ABERDEEN have rejected an offer of £500,000 from Cardiff City for forward Jonny Hayes, with manager Derek McInnes remaining defiant that the Irishman will not be sold at a bargain price.

The Championship club tabled a bid on Thursday for the 29-year-old, who still has until next summer on his current contract, but it was knocked back straight away by the Pittodrie board.

Hayes has been one of Aberdeen’s most prominent players under McInnes over the last three years. Initially brought in from Inverness by Craig Brown, he has racked up more than 300 appearances and has helped the team from the north east to two consecutive second-place finishes in the Ladrbokes Premiership, a League Cup triumph in 2015, scoring 51 goals along the way.

“If clubs have the same opinion of Jonny that I do then that falls way short of where we see him,” said McInnes, speaking at the club’s winter break hotel on the outskirts of Dubai. “So we stay as we are and we move on.

“I’ll talk through with Jonny the reasons why we have rejected the bid and I don’t think he’ll be too surprised by our decision.”

The Aberdeen manager underlined his intention to keep hold of Hayes to maintain the potent frontline of him, Niall McGinn and Adam Rooney. However, if Neil Warnock’s Cardiff are to lure him to Wales, McInnes is sure that they will have to move on their initial offer.

“Cardiff are in the market for a wide player and I think they’ve tried to go down a few different avenues to get one,” he said. “But they’re going to have to show a bit more willingness if they want to get Jonny Hayes.

“He is such a key player for us. I don’t want to lose any player in the January window. If we’re going to lose players I’d much prefer it to be at the end of the season when I’d have time to make better decisions to get people in.

“But that’s why in January managers make a lot of rash decisions. But we won’t be rushed into something we don’t want to do.”

It is a key time in the life of the Irishman. Turning 30 this summer, his next move may very well be the biggest of his career in terms of prestige, and, of course, salary. It is a premise not lost on his manager.

“A lot of the conversations I’ve had with the players is about trying to get on and better themselves financially,” he added. “I have got to know the players in and out and have become close with them. I know their families and their situations.

“So there is that part of it. But we also have to look after Aberdeen as a club. We’re midway through a season still with so much to play for.”

Hayes is a popular character among this close-knit Aberdeen group, and the man perhaps closest to him is fellow countryman Rooney.

Going back to way beyond the days where they used to stand side-by-side on a football pitch wearing an Inverness jersey, the Dubliner is understandably reluctant to lose not just a team-mate he has forged a footballing understanding with, but a friend and room-mate he’s become fond of over the years.

He said: “To be fair me and Jonny normally room together with Ireland. Or Niall or Jonny isn’t here I’m usually stuck with one of them!”

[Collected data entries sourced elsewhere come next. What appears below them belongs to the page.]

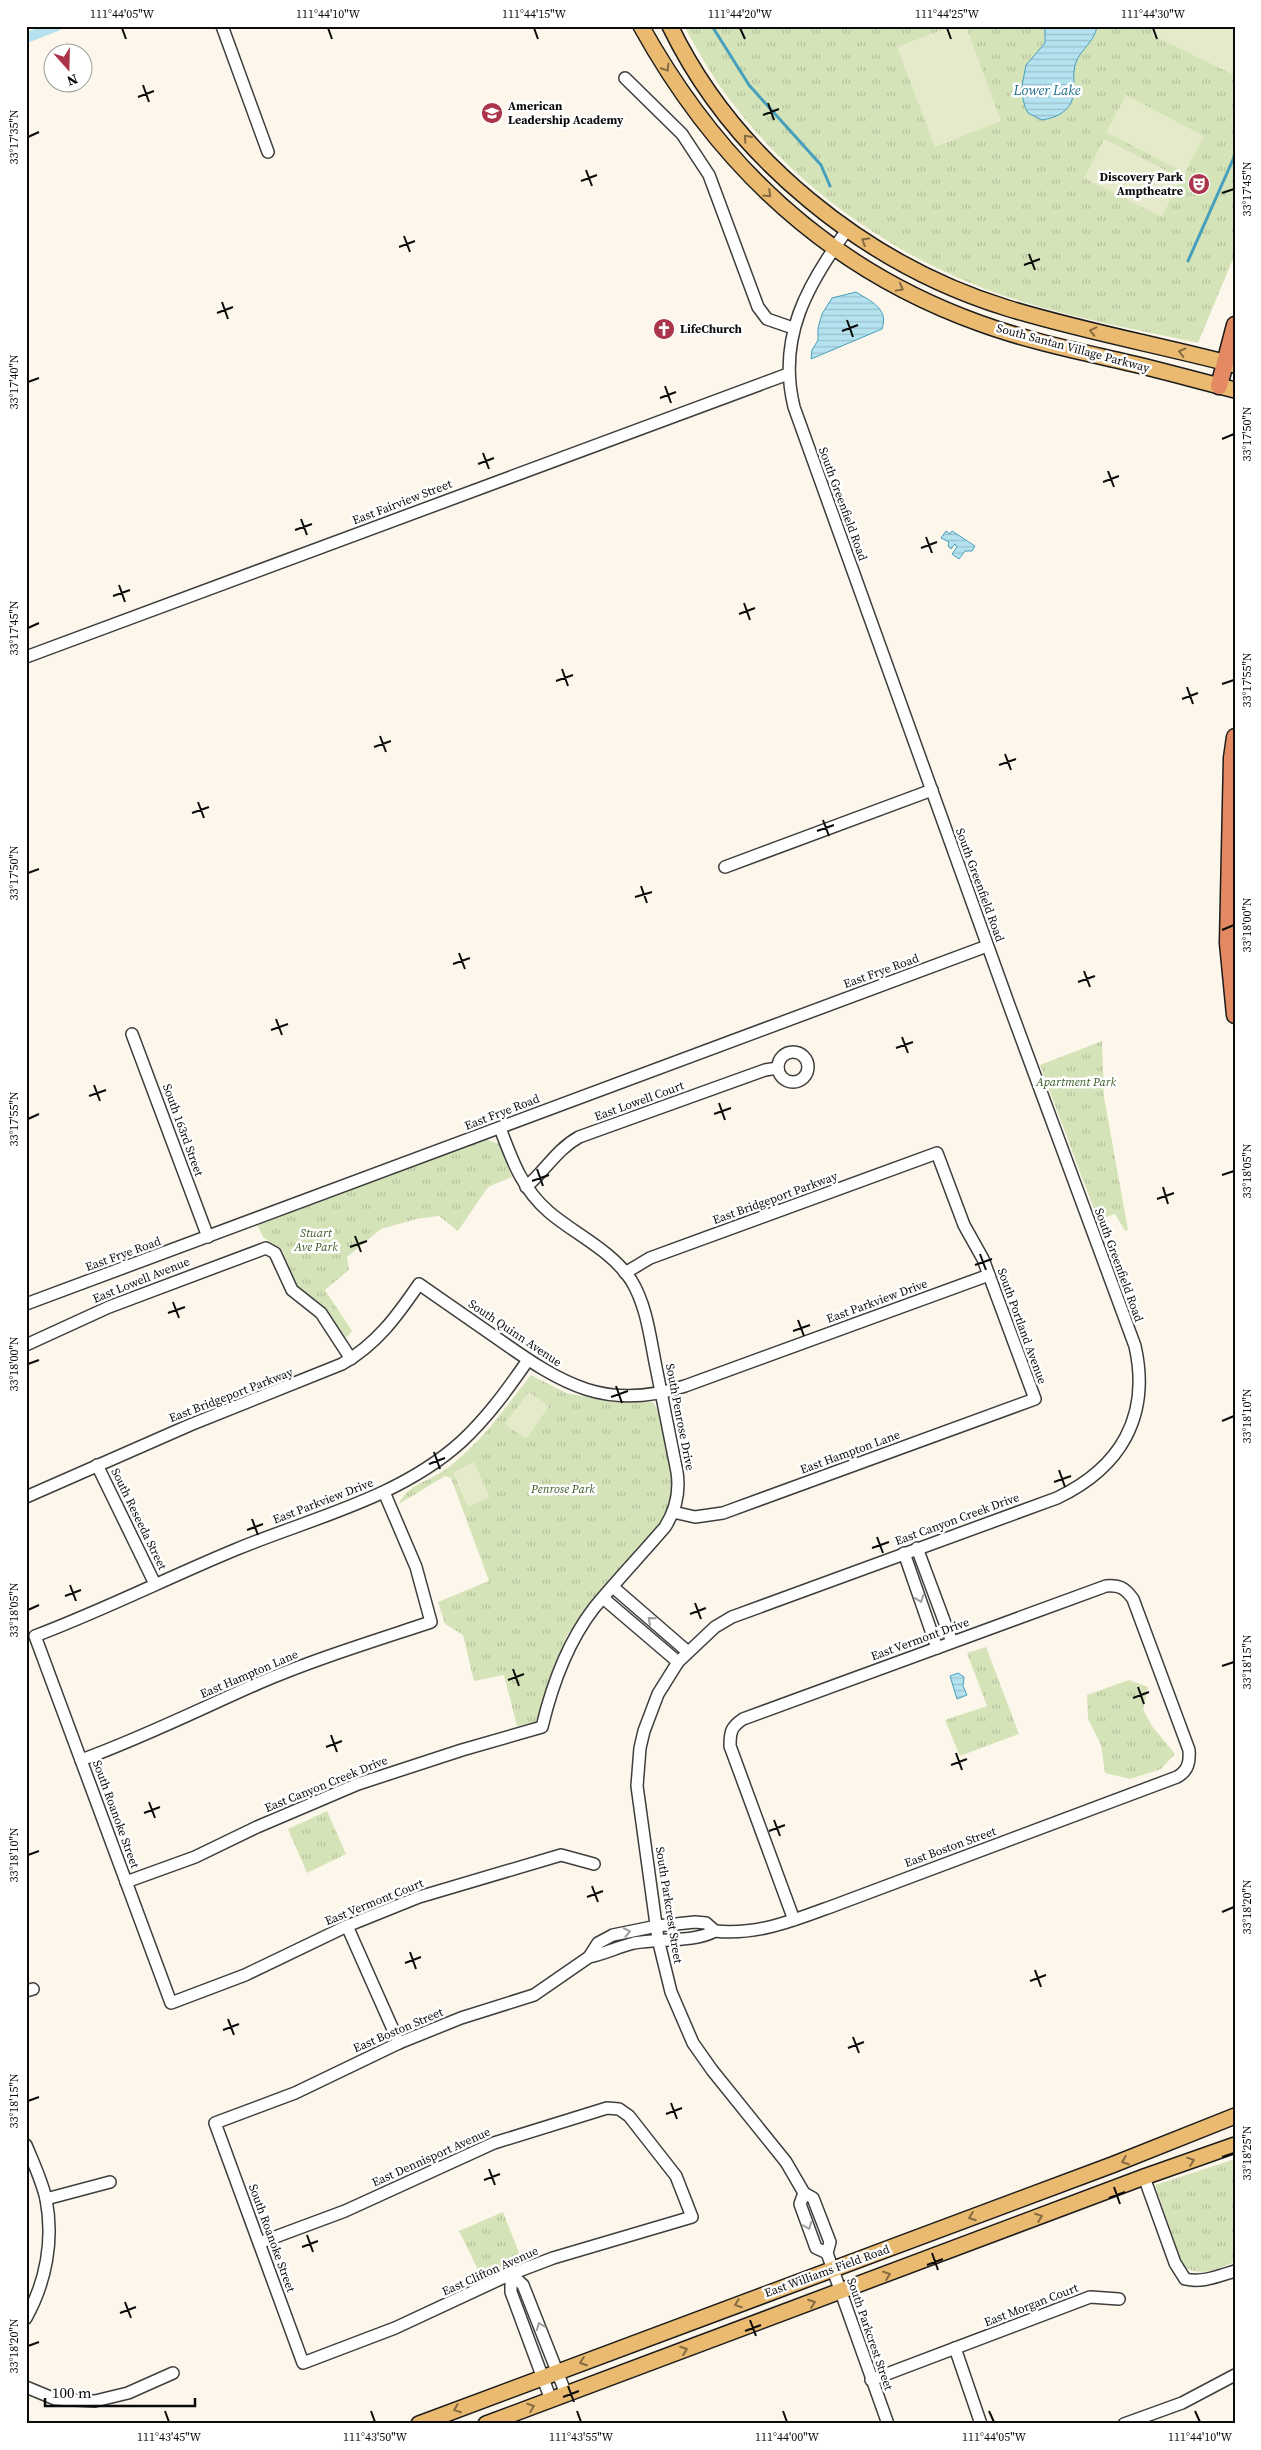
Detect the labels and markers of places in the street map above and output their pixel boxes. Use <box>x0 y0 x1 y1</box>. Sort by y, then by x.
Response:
place label: American Leadership Academy <box>508 98 624 128</box>
school or university icon: American Leadership Academy <box>480 101 504 125</box>
place label: Discovery Park Amptheatre <box>1100 169 1184 199</box>
theatre icon: Discovery Park Amptheatre <box>1187 172 1211 196</box>
church icon: LifeChurch <box>652 317 676 341</box>
place label: LifeChurch <box>680 321 743 337</box>

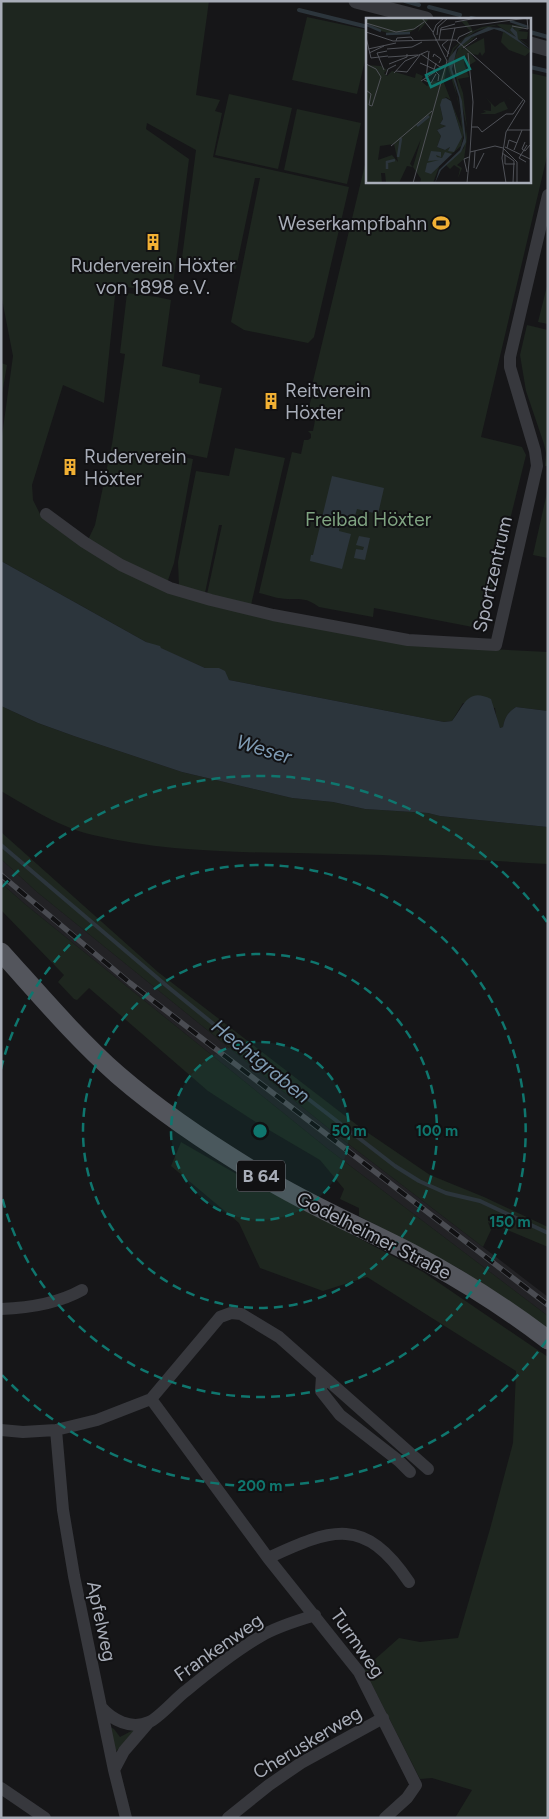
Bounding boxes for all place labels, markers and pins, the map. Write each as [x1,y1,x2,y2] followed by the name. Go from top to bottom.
[278,212,427,235] place label: Weserkampfbahn
[431,213,451,233] sports icon: Weserkampfbahn
[143,232,163,252] building icon: Ruderverein Höxter von 1898 e.V.
[70,254,236,299] place label: Ruderverein Höxter von 1898 e.V.
[285,379,371,424] place label: Reitverein Höxter
[261,391,281,411] building icon: Reitverein Höxter
[84,445,186,490] place label: Ruderverein Höxter
[60,457,80,477] building icon: Ruderverein Höxter
[251,1122,269,1140] centre of rings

“I think you have to take everything into consideration when you’re going to move clubs. It’s not always a case of going to a different league and everyone thinking it’s a better league so let’s go there and see what happens. A lot of your time in football, because there is so much time off, is away from the ground and the training ground, it’s your life around the place. Jonny has a young family so you have to be settled and happy where you are, outside of football. If you’re not you won’t perform to the level you can.

"I think Jonny is very settled in Aberdeen and that’s probably why he has performed so well. But if there is that much interest in him that’s something he has to think about. Whatever he does, all the best to him because I don’t think he owes anyone anything really he’s performed really well for Aberdeen so if it is the case they are in for him and they offer a great deal and he couldn’t say no, he thought it was best for him, fair play and good luck to him. But I don’t think he’s desperate to get away from here.”